Big data analytical tools work by ingesting, processing, and analyzing vast amounts of structured, semi-structured, and unstructured data from various sources. They employ algorithms and models to identify meaningful patterns and relationships, which are then visualized through interactive dashboards or reports for further analysis and decision-making.

Big data analytical tools typically offer a range of features, including data visualization, predictive analytics, machine learning capabilities, data integration, and support for various programming languages. They may also provide advanced statistical algorithms, what-if analysis, and flexible APIs for seamless integration with other systems.

When selecting a big data analytical tool, consider factors such as the tool’s user interface, usability, integrations with other data sources, pricing, and scalability. Assess your specific business requirements, data complexity, and analytical needs to determine which tool best aligns with your objectives.

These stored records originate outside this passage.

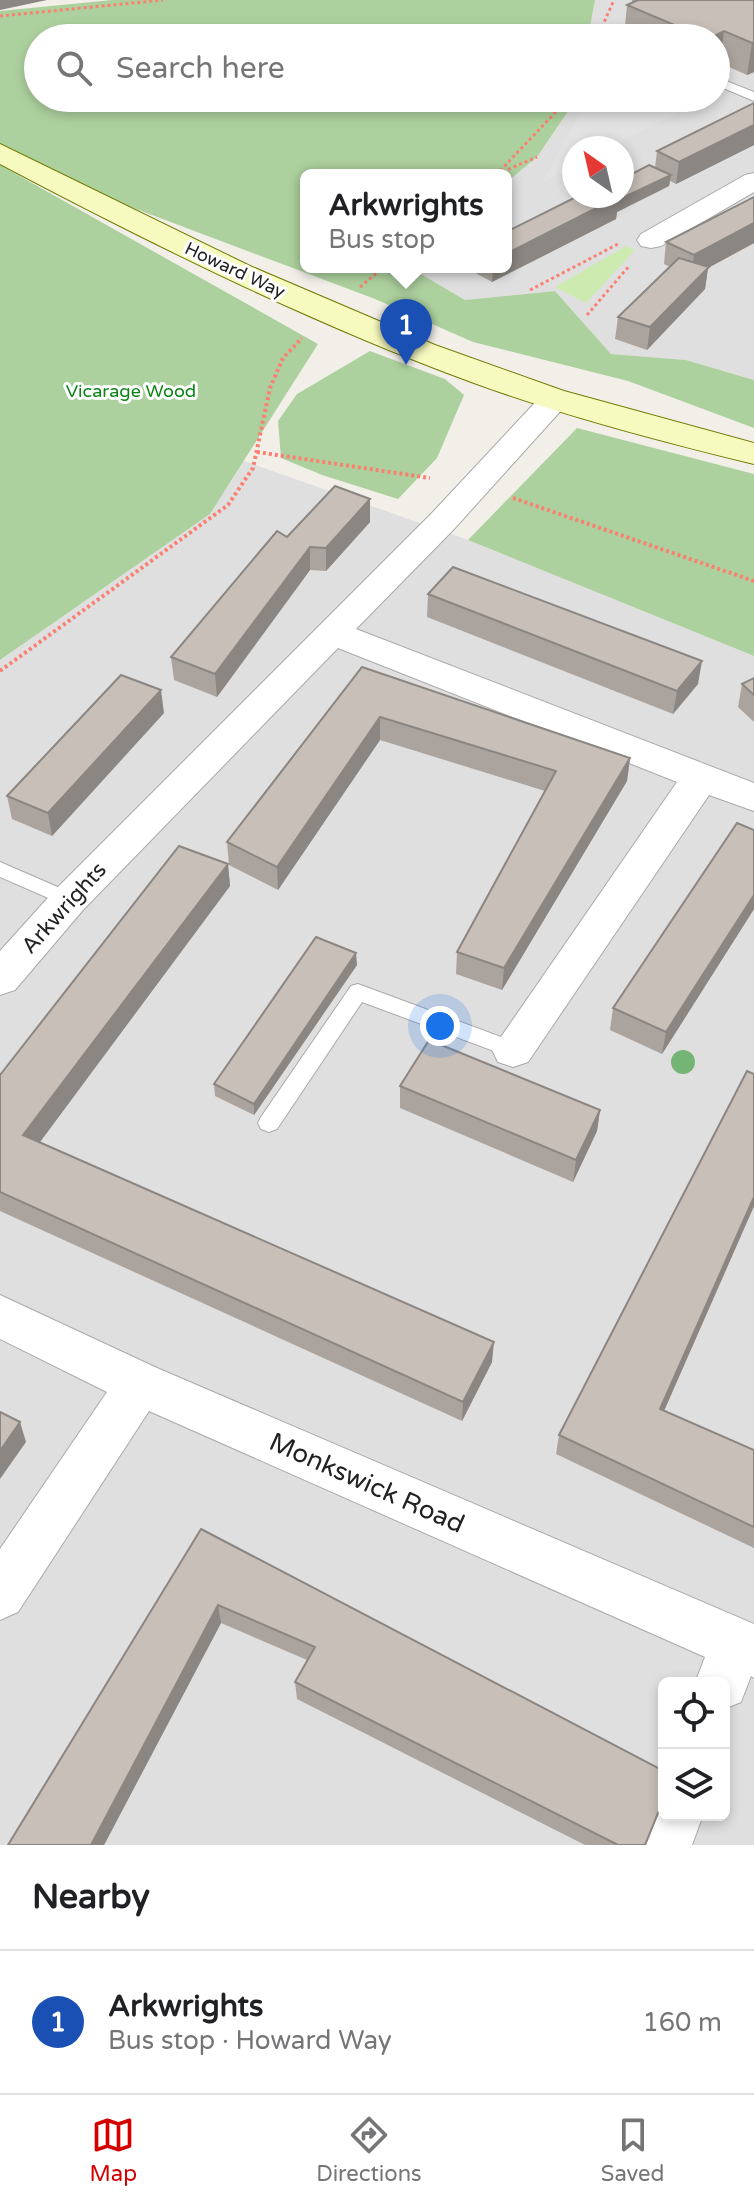 <!DOCTYPE html>
<meta charset="utf-8">
<style>
:root{--surface:#fff;--page:#f2f2f2;--text:#202124;--muted:#757577;--line:#e0e0e0;--accent:#d40000}
body{margin:0;font-family:"Varela Round",sans-serif;background:var(--page);color:var(--text)}
.controls{position:absolute;right:24px;bottom:24px;display:grid;overflow:hidden;border-radius:12px;box-shadow:0 4px 12px #0003}
.controls button{width:72px;height:72px;display:grid;place-items:center;padding:0;border:0;border-bottom:2px solid var(--line);background:var(--surface);color:var(--text);font:40px sans-serif}
.compass{position:absolute;left:562px;top:136px;width:72px;height:72px;border-radius:50%;background:var(--surface);box-shadow:0 4px 12px #0003;rotate:326deg}
.you{position:absolute;left:440px;top:1026px;width:28px;height:28px;margin:-20px;border:6px solid #fff;border-radius:50%;background:#1a73e8;box-shadow:0 0 0 12px #1a73e833}
.badge{display:grid;place-items:center;width:52px;height:52px;border-radius:50%;background:var(--accent);color:#fff;font-size:26px;font-weight:700}
.pin{position:absolute;translate:-50% -66px;filter:drop-shadow(0 2px 4px #0008)}
.pin::after{content:'';position:absolute;top:42px;width:28px;height:24px;background:inherit;clip-path:polygon(0 0,100% 0,50% 100%)}
.popup{position:absolute;left:300px;top:169px;width:212px;height:104px;box-sizing:border-box;display:grid;place-content:center;border-radius:12px;background:var(--surface);filter:drop-shadow(0 2px 6px #0005);font-size:26px;white-space:nowrap;color:var(--muted)}
.popup b{font-size:30px;color:var(--text)}
.popup::after{content:'';position:absolute;left:50%;top:100%;margin-left:-16px;border:16px solid transparent;border-top-color:var(--surface)}
.list{margin:0;padding:0;list-style:none}
h2{display:flex;justify-content:space-between;align-items:center;height:104px;margin:0;padding:0 32px;font-size:34px}
h2 small{font-size:26px;font-weight:400;color:var(--muted)}
.list li{display:grid;grid-template-columns:52px 1fr auto;gap:24px;align-items:center;box-sizing:border-box;height:144px;padding:0 32px;border-top:2px solid var(--line)}
.list b{display:block;font-size:30px;white-space:nowrap}
.list p{margin:0;font-size:26px;white-space:nowrap;color:var(--muted)}
.list em{font-size:26px;font-style:normal;color:var(--muted)}
.icon{flex:none;width:44px;height:44px;fill:none;stroke:currentColor;stroke-width:2;stroke-linecap:round;stroke-linejoin:round}
.map{position:relative;flex:none;width:754px;height:1845px;overflow:hidden}
.search{position:absolute;background:var(--surface);box-shadow:0 4px 12px #0003;left:24px;right:24px;top:24px;height:88px;display:flex;align-items:center;gap:20px;box-sizing:border-box;padding:0 28px;border-radius:44px;color:var(--muted);font-size:30px}
.sheet{height:248px;background:var(--surface)}
nav{display:flex;justify-content:space-around;align-items:center;box-sizing:border-box;height:112px;border-top:2px solid var(--line);background:var(--surface);font-size:22px;color:var(--muted)}
nav a{display:grid;justify-items:center;gap:4px}
nav .on{color:var(--accent)}
.map>svg:first-child{display:block}
.residential{fill:#e0dfdf;fill-rule:evenodd}
.grass{fill:#cdebb0}
.forest{fill:#add19e}
.parking{fill:#e2e2e2}
.lines{fill:none;stroke-linecap:round;stroke-linejoin:round}
.lane-casing{stroke:#a9a9a9;stroke-width:2}
.street-casing{stroke:#a9a9a9;stroke-width:2}
.secondary-casing{stroke:#707d05;stroke-width:2}
.path-far1{stroke:#fa8072;stroke-width:3;stroke-dasharray:3 3;stroke-linecap:butt}
.path{stroke:#fa8072;stroke-width:4;stroke-dasharray:3 3;stroke-linecap:butt}
.lane{fill:#fff;fill-rule:evenodd}
.street{fill:#fff;fill-rule:evenodd}
.secondary{fill:#f7fabf;fill-rule:evenodd}
.tree{fill:#74b475}
.wall{fill:#aba49e}
.shaded-wall{fill:#8b8681}
.building{fill:#c7bfb8;stroke:#8b8681;stroke-width:2}
.labels{text-anchor:middle;dominant-baseline:central;stroke-width:6;stroke-linejoin:round;paint-order:stroke}
.far-street-label{font-size:18px;fill:#222;stroke:#fff}
.far-park-label{font-size:18px;fill:#0c8416;stroke:#fff}
.street-label{font-size:22px;fill:#222;stroke:#fff}
.near-street-label{font-size:26px;fill:#222;stroke:#fff}
</style>
<div class="map">
<svg width="754" height="1845" viewBox="0 0 754 1845">
<rect width="100%" height="100%" fill="#f2efe9"/>
<g class="residential">
<path d="M595,0h159v380l-68,-20 -75,-6 -56,-63 -90,9 -56,-33h97v-84l31,-26 40,-59h139v-60h-128zM574,148h48v48h-48z"/>
<path d="M244,461l224,79 286,116v1189h-754v-1185l210,-146zM664,1683h60v132h-60z"/>
</g>
<polygon class="grass" points="626,246 635,250 586,303 555,287"/>
<g class="forest">
<polygon points="112,0 595,0 588,38 38,38 38,98 577,98 537,157 506,183 506,175 306,175 306,267 409,267 465,300 555,291 611,354 686,360 754,380 754,428 628,381 473,342 375,299 107,198 0,143 0,11"/>
<polygon points="0,165 318,344 210,514 0,660"/>
<polygon points="370,351 445,379 464,395 437,458 398,499 322,475 281,458 278,421 297,394"/>
<polygon points="577,428 754,474 754,656 468,540"/>
</g>
<polygon class="parking" points="589,98 706,98 608,148 574,148 574,166 542,182"/>
<g class="lines">
<g class="lane-casing">
<g id="lane">
<polygon points="716,77 754,92 754,101 716,85"/>
<polygon points="0,862 76,895 79,900 76,905 69,907 0,877"/>
<polygon points="358,984 520,1044 524,1050 520,1056 513,1058 362,1002 277,1129 269,1132 261,1129 258,1123 261,1117 351,986"/>
</g>
</g>
<g class="street-casing">
<g id="street">
<polygon points="754,173 754,192 661,246 651,248 641,246 637,240 641,234 745,175"/>
<polygon points="555,390 566,393 570,399 566,405 455,528 356,629 754,783 754,811 709,795 528,1062 513,1067 498,1062 492,1050 677,782 338,648 83,910 15,990 0,995 0,951 55,890 431,514 544,393"/>
<polygon points="0,1295 157,1368 754,1624 754,1678 751,1676 741,1702 724,1709 724,1683 695,1683 705,1657 149,1411 18,1612 0,1620 0,1549 107,1392 0,1339"/>
<polygon points="664,1791 664,1815 703,1815 692,1845 636,1845 655,1795"/>
</g>
</g>
<g class="secondary-casing">
<path id="secondary" d="M0,144l250,122 185,79 129,46 190,52v21c-94,-23 -189,-48 -280,-81 -164,-60 -320,-138 -474,-219z"/>
</g>
<g class="path-far1">
<polyline points="0,16 163,0"/>
<polyline points="597,38 614,0"/>
<polyline points="497,174 537,157"/>
<polyline points="496,175 569,98"/>
<polyline points="360,287 384,267"/>
<polyline points="530,290 618,244"/>
<polyline points="587,315 630,265"/>
</g>
<g class="path">
<polyline points="257,452 430,478"/>
<polyline points="513,498 754,581"/>
<polyline points="0,671 228,505 253,468 270,388 283,358 302,338"/>
</g>
<use href="#lane" class="lane"/>
<use href="#street" class="street"/>
<use href="#secondary" class="secondary"/>
</g>
<circle class="tree" cx="683" cy="1062" r="12"/>
<g class="wall">
<polygon points="632,0 754,0 754,72 747,75 720,63 716,65 716,38 624,37 627,5 632,3"/>
<polygon points="754,103 754,145 676,184 670,181 669,186 617,212 616,219 492,282 472,271 472,267 506,267 622,196 655,168 657,151"/>
<polygon points="754,197 754,243 708,268 705,289 647,350 615,339 618,317 670,267 664,264 666,242"/>
<polygon points="370,499 370,522 326,571 310,570 217,697 174,680 171,657 287,537"/>
<polygon points="428,594 698,684 673,714 427,617"/>
<polygon points="362,667 630,758 627,781 502,990 456,974 457,952 545,791 380,740 278,890 229,865 227,842"/>
<polygon points="754,678 754,722 738,707 742,684"/>
<polygon points="164,713 52,836 12,819 7,796"/>
<polygon points="754,830 754,909 662,1054 610,1030 613,1008"/>
<polygon points="228,864 230,886 39,1142 492,1362 462,1421 0,1211 0,1075"/>
<polygon points="357,965 254,1115 215,1096 214,1084"/>
<polygon points="754,1074 754,1206 664,1411 754,1450 754,1548 556,1454 559,1435"/>
<polygon points="400,1086 600,1110 597,1131 573,1182 400,1108"/>
<polygon points="201,1529 664,1800 646,1845 585,1845 297,1699 295,1682 307,1660 221,1623 104,1845 8,1845"/>
</g>
<g class="shaded-wall">
<polygon points="0,0 47,0 0,10"/>
<polygon points="724,31 720,63 716,65 716,38 710,38"/>
<polygon points="754,42 754,72 747,75 752,43"/>
<polygon points="754,125 754,145 676,184 679,162"/>
<polygon points="671,175 669,186 617,212 616,219 492,282 493,267 506,267 506,254 618,197"/>
<polygon points="754,223 754,243 708,268 705,289 647,350 650,327 691,277 694,255"/>
<polygon points="370,499 370,522 326,571 326,548"/>
<polygon points="310,547 310,570 217,697 215,674"/>
<polygon points="702,661 698,684 673,714 677,691"/>
<polygon points="161,690 164,713 52,836 48,813"/>
<polygon points="380,717 380,740 278,890 277,867"/>
<polygon points="630,758 627,781 502,990 504,968"/>
<polygon points="228,864 230,886 29,1157 23,1135"/>
<polygon points="754,895 754,909 662,1054 666,1032"/>
<polygon points="356,953 357,965 254,1115 254,1104"/>
<polygon points="600,1110 597,1131 573,1182 576,1160"/>
<polygon points="754,1197 754,1206 656,1429 660,1409"/>
<polygon points="494,1342 492,1362 462,1421 463,1402"/>
<polygon points="20,1422 26,1442 0,1479 0,1451"/>
<polygon points="218,1605 221,1623 104,1845 91,1845"/>
</g>
<g class="building">
<polygon points="638,0 754,0 754,42 752,43 724,31 710,38 705,38 627,5"/>
<polygon points="754,103 754,125 679,162 657,151"/>
<polygon points="649,165 671,175 618,200 618,197 617,196 622,196 622,179"/>
<polygon points="578,196 618,197 506,254 506,232"/>
<polygon points="754,197 754,223 694,255 666,242"/>
<polygon points="679,258 709,267 650,327 618,317"/>
<polygon points="335,486 370,499 326,548 310,547 215,674 171,657 277,531 287,537"/>
<polygon points="453,567 702,661 677,691 428,594"/>
<polygon points="362,667 630,758 504,968 457,952 556,771 380,717 277,867 227,842"/>
<polygon points="121,675 161,690 48,813 7,796"/>
<polygon points="754,678 754,695 742,684"/>
<polygon points="737,823 754,830 754,895 666,1032 613,1008"/>
<polygon points="179,846 228,864 23,1135 494,1342 463,1402 0,1192 0,1075"/>
<polygon points="316,937 356,953 254,1104 214,1084"/>
<polygon points="429,1040 600,1110 576,1160 400,1086"/>
<polygon points="747,1071 754,1074 754,1197 660,1409 754,1450 754,1527 559,1435"/>
<polygon points="0,1412 20,1422 0,1451"/>
<polygon points="201,1529 664,1771 664,1798 645,1845 618,1845 295,1682 315,1647 218,1605 91,1845 8,1845"/>
</g>
<g class="labels">
<g class="far-street-label">
<text transform="translate(235 270) rotate(25)">Howard Way</text>
</g>
<g class="far-park-label">
<text x="131" y="391">Vicarage Wood</text>
</g>
<g class="street-label">
<text transform="translate(64 908) rotate(-48)">Arkwrights</text>
</g>
<g class="near-street-label">
<text transform="translate(367 1483) rotate(24)">Monkswick Road</text>
</g>
</g>
</svg>
<div class="controls">
<button><svg class="icon" aria-label="locate" viewBox="0 0 24 24"><circle cx="12" cy="12" r="6"/><path d="M12 2v4M12 18v4M2 12h4M18 12h4"/></svg></button>
<button><svg class="icon" aria-label="layers" viewBox="0 0 24 24"><path d="M12 4l9 5-9 5-9-5zM3 14l9 5 9-5"/></svg></button>
</div>
<svg class="compass" viewBox="-18 -18 36 36"><path d="M0-13l5 13h-10z" fill="#e53935"/><path d="M0 13l5-13h-10z" fill="#757577"/></svg>
<div class="you"></div>
<div class="pin badge" style="left:406px;top:365px;background:#1a4fb4">1</div>
<div class="popup"><b>Arkwrights</b>Bus stop</div>
<div class="search"><svg class="icon" aria-label="search" viewBox="0 0 24 24"><circle cx="10" cy="10" r="6"/><path d="M15 15l6 6"/></svg>Search here</div>
</div>
<section class="sheet">
<h2>Nearby<small></small></h2>
<ul class="list">
<li><span class="badge" style="background:#1a4fb4">1</span><div><b>Arkwrights</b><p>Bus stop · Howard Way</p></div><em>160 m</em></li>
</ul>
</section>
<nav>
<a class="on"><svg class="icon" aria-label="map" viewBox="0 0 24 24"><path d="M3 6l6-2 6 2 6-2v14l-6 2-6-2-6 2zM9 4v14M15 6v14"/></svg>Map</a>
<a><svg class="icon" aria-label="directions" viewBox="0 0 24 24"><path d="M12 3l9 9-9 9-9-9zM9 14v-3h6M13 9l2 2-2 2"/></svg>Directions</a>
<a><svg class="icon" aria-label="saved" viewBox="0 0 24 24"><path d="M7 4h10v16l-5-4-5 4z"/></svg>Saved</a>
</nav>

Some popular big data analytical tools include Tableau, Splunk, Qlik Sense, SAS Visual Analytics, Apache Spark, Hadoop, and Azure Databricks. These tools offer a range of functionalities for data processing, analysis, and visualization to meet diverse business needs.

Big data analytical tools can provide several benefits to businesses, including improved decision-making, enhanced operational efficiency, better understanding of customer behavior, identification of new opportunities, and competitive advantage. By leveraging data-driven insights, organizations can optimize processes, innovate more effectively, and drive growth.